Environment variables
LiteLLM config.yaml
guardrails:
# Check input before the LLM call (adds latency equal to check time)
- guardrail_name: "quilr-input"
litellm_params:
guardrail: quilr_litellm_guardrails.QuilrGuardrail
mode: "pre_call"
# Check input in parallel with the LLM call (zero added latency)

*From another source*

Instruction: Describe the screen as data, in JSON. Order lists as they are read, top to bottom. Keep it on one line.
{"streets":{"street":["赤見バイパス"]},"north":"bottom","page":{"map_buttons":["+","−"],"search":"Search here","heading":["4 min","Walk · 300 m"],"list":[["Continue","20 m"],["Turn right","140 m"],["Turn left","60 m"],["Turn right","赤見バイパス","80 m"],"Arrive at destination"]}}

- guardrail_name: "quilr-input-async"
litellm_params:
guardrail: quilr_litellm_guardrails.QuilrGuardrail
mode: "during_call"
# Check output before returning it to the caller
- guardrail_name: "quilr-output"
litellm_params:
guardrail: quilr_litellm_guardrails.QuilrGuardrail
mode: "post_call"
You can configure all three, or only the modes you need. during_call is the recommended input mode when latency matters - the guardrail check runs concurrently with the LLM and does not add to total response time unless it detects a problem.
Enabling guardrails per request
Pass the guardrail names in the request body:
curl -X POST http://localhost:4000/v1/chat/completions \
-H "Authorization: Bearer sk-litellm-xxx" \
-H "Content-Type: application/json" \
-d '{
"model": "gpt-4o-mini",
"messages": [{"role": "user", "content": "Hello"}],
"guardrails": ["quilr-input-async", "quilr-output"]
}'
Behavior summary
On timeout or any unexpected error from the Quilr API, the request passes through unchanged.